I really like this book, which is the kiss of death — any 2015 Marvel comic so thoroughly aimed at the heart of a guy who lives in 1978 will find it has a vanishingly small readership. It is a minor miracle that this book exists and I am resolved to enjoy it while it lasts. The book looks up-to-date, but it has an old school ethos, including captions with honest-to-gosh omniscient third-person narration, and a direct call-back to one of my favorite Avengers runs of all time. And there is even some Bronze Age-style social commentary here, as the Vision and his artificial wife and children move into the suburbs of Washington D.C., and try to fit in, conjuring the dread of “the other” in their WASPy neighbors who try to welcome them and credit themselves for being so liberal as to embrace the synthezoids next door. This Vision has a wife, and children, created in his own image. They are just sufficiently defective that they are destined to spin out of control, a sense of doom that writer Tom King marvelously teases out, leaving the reader to survey the distress signals against a banal backdrop of the Vision having minor disagreements with his wife, and the kids attending their first day of school. Gabriel Hernandez Walta perches on the edge of the uncanny valley with Visions that are just … barely … able to pass for normal.
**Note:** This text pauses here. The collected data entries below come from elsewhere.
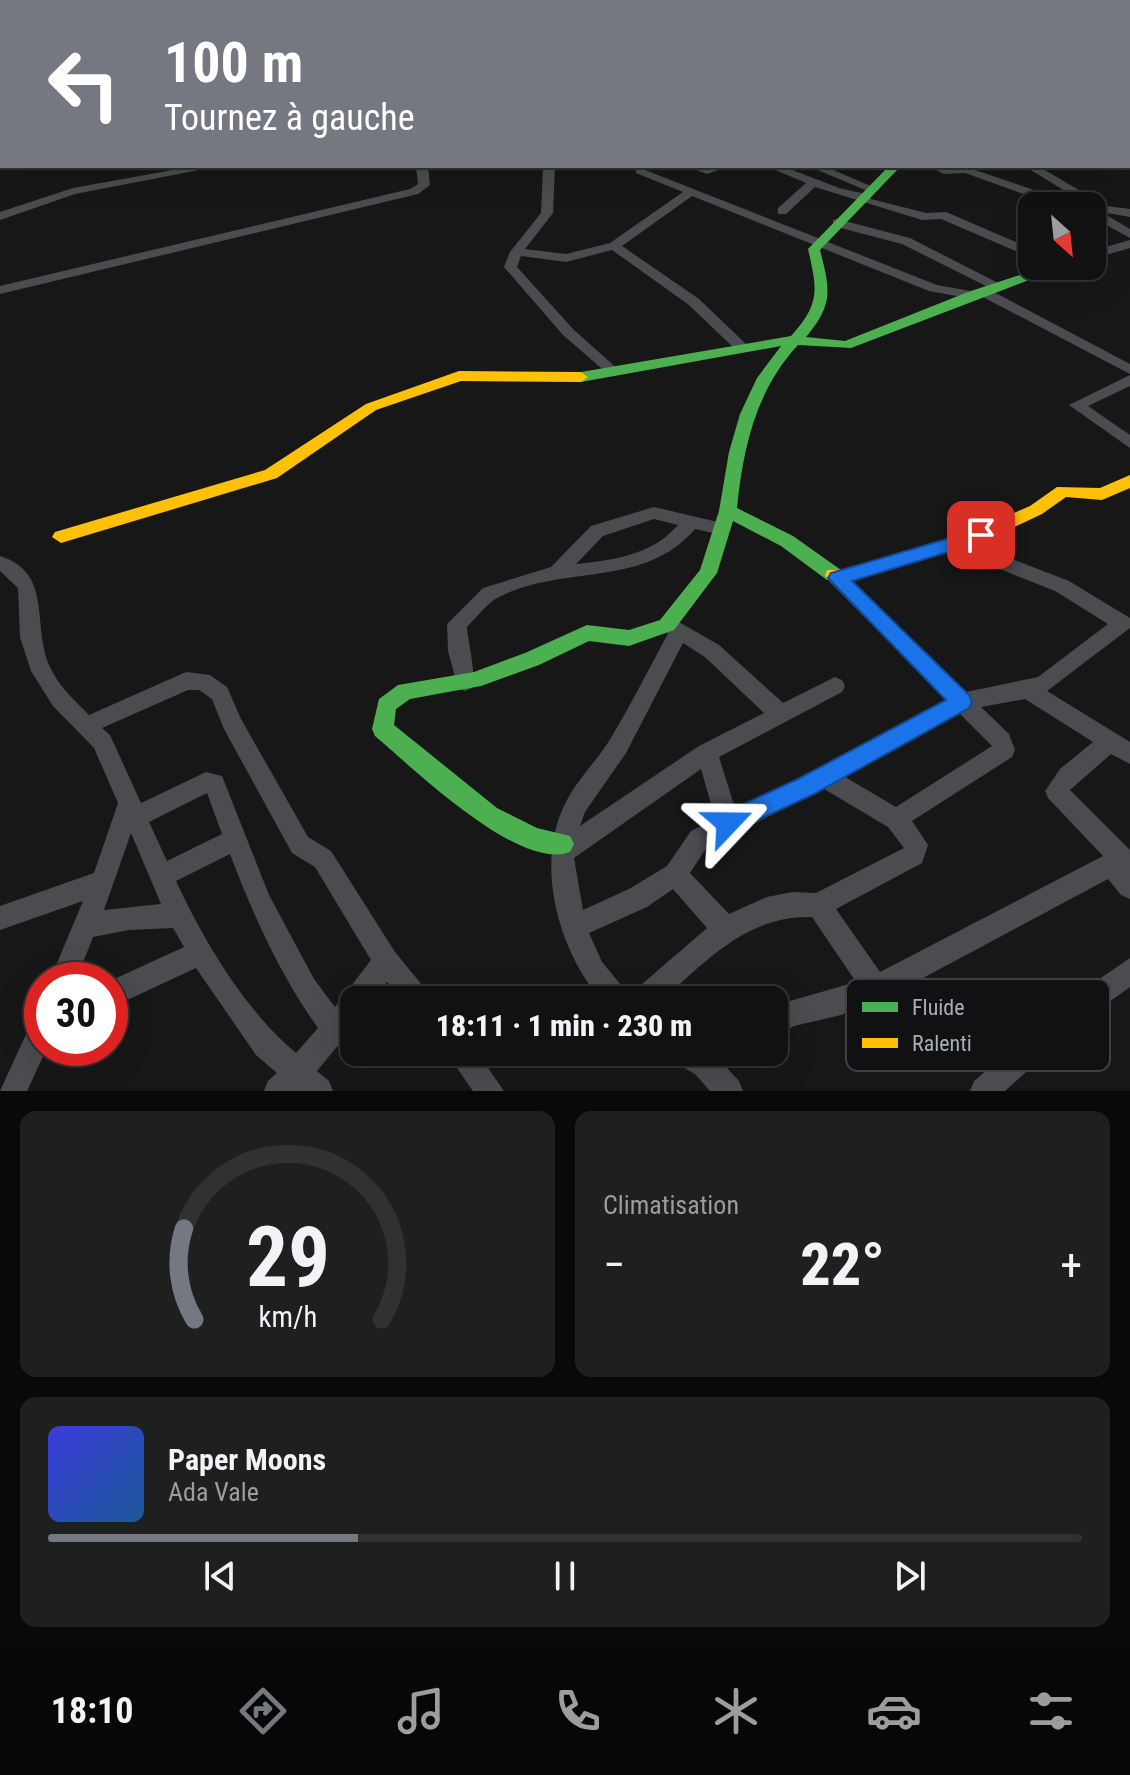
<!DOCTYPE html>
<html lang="fr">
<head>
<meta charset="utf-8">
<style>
  body { margin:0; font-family:"Roboto Condensed",sans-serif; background:#1e1f1f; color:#f1f3f6; height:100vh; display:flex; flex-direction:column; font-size:30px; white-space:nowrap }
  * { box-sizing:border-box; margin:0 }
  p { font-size:26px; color:#9c9d9f }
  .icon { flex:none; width:44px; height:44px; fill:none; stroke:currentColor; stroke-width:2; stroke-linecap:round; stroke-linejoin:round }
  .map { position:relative; height:1091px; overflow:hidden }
  .sheet { display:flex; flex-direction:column; gap:20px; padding:20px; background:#090909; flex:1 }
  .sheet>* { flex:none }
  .banner { position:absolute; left:0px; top:0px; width:1130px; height:168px; box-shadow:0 8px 32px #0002,0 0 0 2px #303131; background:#757880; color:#fff; overflow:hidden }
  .needle { width:52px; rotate:153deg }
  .controls { position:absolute; left:1018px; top:192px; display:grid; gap:16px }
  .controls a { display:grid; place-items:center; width:88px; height:88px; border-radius:16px; background:#111; box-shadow:0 8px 32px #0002,0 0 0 2px #303131; font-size:40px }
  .speed { position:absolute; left:24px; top:962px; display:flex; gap:16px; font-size:40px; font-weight:700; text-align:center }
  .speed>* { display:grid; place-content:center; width:104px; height:104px; border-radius:50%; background:#111; box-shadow:0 8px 32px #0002,0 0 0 2px #303131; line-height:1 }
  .speed .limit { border:12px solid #d22; background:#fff; color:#111 }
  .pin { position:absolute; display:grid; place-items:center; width:68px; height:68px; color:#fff; margin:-34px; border-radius:16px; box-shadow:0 4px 12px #0006 }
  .me { position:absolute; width:88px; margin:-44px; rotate:67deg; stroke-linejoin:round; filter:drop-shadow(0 0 6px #0008) }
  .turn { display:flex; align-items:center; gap:28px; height:168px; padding:0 32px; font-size:36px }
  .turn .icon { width:104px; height:104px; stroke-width:2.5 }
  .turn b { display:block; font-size:56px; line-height:68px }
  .big { font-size:60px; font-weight:800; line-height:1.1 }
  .sheet .widget { flex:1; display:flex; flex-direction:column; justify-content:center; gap:12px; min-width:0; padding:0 28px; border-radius:16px; background:#1e1f1f }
  .sheet .dial { align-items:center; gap:0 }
  .dial svg { height:208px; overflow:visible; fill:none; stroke:#303131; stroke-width:7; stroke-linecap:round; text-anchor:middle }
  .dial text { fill:#f1f3f6; stroke:none }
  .song { display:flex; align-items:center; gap:24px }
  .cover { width:96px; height:96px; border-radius:12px; background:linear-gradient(135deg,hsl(240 70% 55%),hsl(210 70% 35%)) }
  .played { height:8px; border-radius:4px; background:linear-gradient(90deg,#757880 30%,#303131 30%) }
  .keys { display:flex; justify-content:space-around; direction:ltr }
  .heat { display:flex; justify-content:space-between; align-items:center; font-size:44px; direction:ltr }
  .sheet .tiles { flex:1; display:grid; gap:20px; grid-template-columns:1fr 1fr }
  .widget:last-child { grid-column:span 2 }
  .trip { position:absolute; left:340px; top:986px; width:448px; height:80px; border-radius:16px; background:#111; box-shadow:0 8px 32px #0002,0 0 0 2px #303131; font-weight:800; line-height:80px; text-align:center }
  .menu { display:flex; height:128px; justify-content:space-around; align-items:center; background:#070707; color:#9c9d9f }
  .menu .icon { width:56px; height:56px }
  .menu .selected { color:#757880 }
  .menu b { font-size:36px; color:#f1f3f6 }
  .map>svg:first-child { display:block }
</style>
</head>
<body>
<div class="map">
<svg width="1130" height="1091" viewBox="0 0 1130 1091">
  <rect width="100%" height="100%" fill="#171717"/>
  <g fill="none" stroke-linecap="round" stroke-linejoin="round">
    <path fill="#2a3239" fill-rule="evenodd" d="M156,0h14l2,2h-14z
      M0,58h2v10h-2z"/>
    <path fill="#4b4c50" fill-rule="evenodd" d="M639,0h12l2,2h-12z
      M730,0h12l2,2h-12z
      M776,0h12l2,2h-12z
      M850,0h12l2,2h-12z
      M938,0h12l2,2h-12z
      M1003,0h10l2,2h-10z
      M1130,25v6l-2,1v-6z
      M1128,61l2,1v6l-2,-1z
      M1130,94v6l-2,1v-6z
      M1128,108h2v7h-2z
      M1128,127h2l-2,7z
      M1128,143h2v7h-2z
      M1128,162h2v6l-7,-2h5z
      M195,166h25l-145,28 -75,26v-8l73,-24z
      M416,166h12l2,19 -12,9 -418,100v-8l410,-97 8,-5z
      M543,166h12l-2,47 -28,36 41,5 44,-11 73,-51 -47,-19v-4l4,-1 297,117 39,7 12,-3 142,75v10l-151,-79 -6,4 -44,-8 -237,-95 -70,50 77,53 47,45v6h-10l-47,-45 -77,-55 -46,12 -45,-6 -4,11 56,62 47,42 -2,3h-10l-45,-39 -59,-68 6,-15 31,-39z
      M686,166h43l-22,8z
      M766,166h16l57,22 31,7 1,4 55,14 20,-1 86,37v9l-91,-39 -19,1 -107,-33 -29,27h-8v-6l28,-25z
      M808,166h16l56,24 -10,2z
      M929,166l37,1 71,24 48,12 -61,-37h14l68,40 24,3v8l-29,-5 29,17v9l-38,-21v-7h4l-4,-4h-24l-39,-10 -64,-23 -21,1z
      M837,219l73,19 96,49 -2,3h-10l-92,-46 -69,-18v-6z
      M1130,240v8l-38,11v-8z
      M1130,375v11l-42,20 42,29v13l-61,-43z
      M654,507l68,16 9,6 -9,6 -27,-6c-51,60 -132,35 -196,68 -12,6 -22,20 -32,30 1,15 10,50 5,61l-7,3 -7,-3 -10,-37 -1,-27 36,-36 68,-21 40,-41zM654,519l24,6c-26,30 -64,35 -102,39l27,-28z
      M955,537l114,44 61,37v10l-83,63 83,51v22l-19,-10 -41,36 60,60v49l-9,-4 -13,-16 -200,107 -67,29 -47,11 -20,10v-28l16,-7 66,-19 -44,-65c-63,-2 -106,43 -149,83h-62c-43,-50 -67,-137 -35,-198 12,-24 33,-43 46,-66 20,-33 37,-68 56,-102l-6,-7 3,-5 7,-3 7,3 40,23 64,58 52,-26 7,3 3,6 -3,6 -123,65 16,51 63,-28 149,-80 -116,-117 -2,-5 2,-5h14l121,119 72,-15 70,-53 -53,-33 -106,-42 -3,-5zM683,643l22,14 59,56 -65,33 -119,80 5,-14 41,-59zM1025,699l68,43 -33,27 -15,22 3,7 55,58 -223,116 -44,-63 86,-46 6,-18 -16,-24 100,-64 3,-7 -6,-16 -28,-27zM960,714l32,32 -96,61 -51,-30zM701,769l14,49 -24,13 -24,35 -38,23 -46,21 -9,-52zM824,789l64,38 16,21 -88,45 -24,-1 -25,5 -38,17 -39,-41 17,-26zM673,889l34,39 -73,63 -3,6 -29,-35 -13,-29 58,-26z
      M0,556c54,17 31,69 50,111 8,18 24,33 39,48l97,-43 24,3 17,12 14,32 67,118 23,14 64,101 32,39 4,9h-30l-14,-18 -13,18h-20v26l-37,45 12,10 4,10h-69l4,-10 9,-8 -21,-18 -60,-87 -86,40v-27l74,-34 -11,-19 -44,2 -36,7 -17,43h-26l33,-79 -83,29v-24l94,-33 24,-70 -24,-55 -41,-42 -22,-35 -11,-34 -2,-49 -18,-17zM188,690h11l13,9 12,30 68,124 23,14 56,93 -36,47 -21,-28 -45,-84 -47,-119 -16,-4 -65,31 -31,-68 -8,-7zM207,793l15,41 -55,27 -18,-39zM131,833l30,71 -57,6zM230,854c23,61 50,121 88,174l-22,25c-52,-44 -91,-110 -120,-172z
      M1130,958v29l-49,35 -76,69h-35l4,-10 89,-77z
      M42,1015v33h5l-20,43h-27l33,-72z
      M446,1052h31l27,39h-31z
      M671,1052h69l-4,10 -9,6 12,13 4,10h-33l-14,-16 -21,-13z"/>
    <path fill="#4caf50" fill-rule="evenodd" d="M889,166h12l-81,84c10,39 14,54 -14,87l39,4 123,-49 79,-26h19l-215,82 -53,-3c-42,45 -55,103 -61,163l56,28 48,34 2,5 -2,5h-14l-46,-34 -48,-25 -16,52 -43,57 -45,16 -40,-5 -50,24 -58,21 -71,13 -14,10 -2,16 103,83 40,20 33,8 4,8 -4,8c-51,20 -158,-85 -195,-116l-3,-7 7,-30 19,-14 76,-13 51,-19 62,-28 42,5 31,-10 40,-50 19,-59 10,-59 11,-38 17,-36 24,-32 -200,36 -7,-5 7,-5 210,-36c30,-33 26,-47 17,-87z"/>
    <path fill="#ffc107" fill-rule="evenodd" d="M459,371l122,1 7,5 -7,5 -120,-1 -85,29 -99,68 -216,65 -9,-6 3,-5 210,-62 101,-66z
      M1130,475v13l-28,12 -36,-3 -24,17 -55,26 -149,45 -7,-2 -6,-8 2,-5h14l134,-40 55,-24 27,-19 43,1z"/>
  </g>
  <path fill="#1a73e8" stroke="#114b97" stroke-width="2" d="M981,529l7,2v9l-136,41 117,114 3,7 -3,6 -155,86 -86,40 -8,-4 -4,-7 4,-8 78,-36 148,-79 -118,-122 3,-5z"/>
  <rect x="846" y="979" width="264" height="92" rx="12" fill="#111113" stroke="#3e4045" stroke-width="2"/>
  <rect x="862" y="1002" width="36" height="10" fill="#4caf50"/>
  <rect x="862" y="1038" width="36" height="10" fill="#ffc107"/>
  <g font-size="22" fill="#a8adb8">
    <text x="912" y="1015">Fluide</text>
    <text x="912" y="1051">Ralenti</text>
  </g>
</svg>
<div class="controls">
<a><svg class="needle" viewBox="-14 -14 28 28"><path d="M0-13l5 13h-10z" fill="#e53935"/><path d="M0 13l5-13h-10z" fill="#9c9d9f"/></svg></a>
</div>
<div class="speed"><div class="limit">30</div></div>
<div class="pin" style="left:981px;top:535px;background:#d93025"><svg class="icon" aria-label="arrive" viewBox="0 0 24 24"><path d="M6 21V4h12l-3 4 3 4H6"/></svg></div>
<svg class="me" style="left:728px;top:823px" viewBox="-20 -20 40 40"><path d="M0-17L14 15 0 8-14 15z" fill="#1a73e8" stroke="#fff" stroke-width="4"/></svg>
<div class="trip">18:11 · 1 min · 230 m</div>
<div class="banner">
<div class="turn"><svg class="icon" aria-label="left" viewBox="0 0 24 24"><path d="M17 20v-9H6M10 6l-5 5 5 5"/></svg><div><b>100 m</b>Tournez à gauche</div></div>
</div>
</div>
<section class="sheet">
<div class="tiles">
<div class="widget dial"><svg viewBox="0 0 100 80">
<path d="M14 69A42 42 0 1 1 86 69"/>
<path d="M14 69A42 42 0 0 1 10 34" stroke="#757880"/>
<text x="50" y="56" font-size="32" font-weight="700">29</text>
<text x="50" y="72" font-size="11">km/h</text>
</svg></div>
<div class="widget"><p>Climatisation</p>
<div class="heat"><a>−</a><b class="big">22°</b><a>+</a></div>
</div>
<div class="widget">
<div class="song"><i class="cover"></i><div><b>Paper Moons</b><p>Ada Vale</p></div></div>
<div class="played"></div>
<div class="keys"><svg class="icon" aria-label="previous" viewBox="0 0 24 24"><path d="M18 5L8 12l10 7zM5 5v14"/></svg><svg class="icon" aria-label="pause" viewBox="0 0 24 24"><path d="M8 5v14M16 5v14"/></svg><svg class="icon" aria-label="next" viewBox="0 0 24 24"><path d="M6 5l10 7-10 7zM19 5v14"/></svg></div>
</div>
</div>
</section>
<nav class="menu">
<b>18:10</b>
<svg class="icon selected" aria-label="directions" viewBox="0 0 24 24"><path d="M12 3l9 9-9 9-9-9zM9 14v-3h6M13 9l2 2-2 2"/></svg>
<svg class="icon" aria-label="music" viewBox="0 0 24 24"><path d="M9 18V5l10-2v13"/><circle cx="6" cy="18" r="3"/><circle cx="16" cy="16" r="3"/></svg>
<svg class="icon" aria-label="phone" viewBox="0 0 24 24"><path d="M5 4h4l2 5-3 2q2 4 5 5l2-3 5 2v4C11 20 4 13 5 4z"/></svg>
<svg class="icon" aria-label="climate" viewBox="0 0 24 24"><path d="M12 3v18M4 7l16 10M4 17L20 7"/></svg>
<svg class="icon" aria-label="car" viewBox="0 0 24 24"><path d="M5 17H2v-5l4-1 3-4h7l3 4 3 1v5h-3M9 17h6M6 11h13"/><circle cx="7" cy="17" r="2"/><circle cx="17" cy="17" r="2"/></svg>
<svg class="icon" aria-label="filters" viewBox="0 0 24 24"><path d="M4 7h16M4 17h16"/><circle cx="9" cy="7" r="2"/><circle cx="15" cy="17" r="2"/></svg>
</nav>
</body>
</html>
But there is nothing normal about this book, which has one of the most singular voices of this Marvel re-launch, embracing the opportunity to genuinely test the limits of “All-New and All-Different.” It’s probably doomed.
Approachability For New Readers
It helps to have an affection for the Vision, and to know his past … without those things I think this is just a Twilight Zone story for new readers.
Absolutely! I only hope this series can reach a conclusion before sales-related cancellation breaks it up for parts.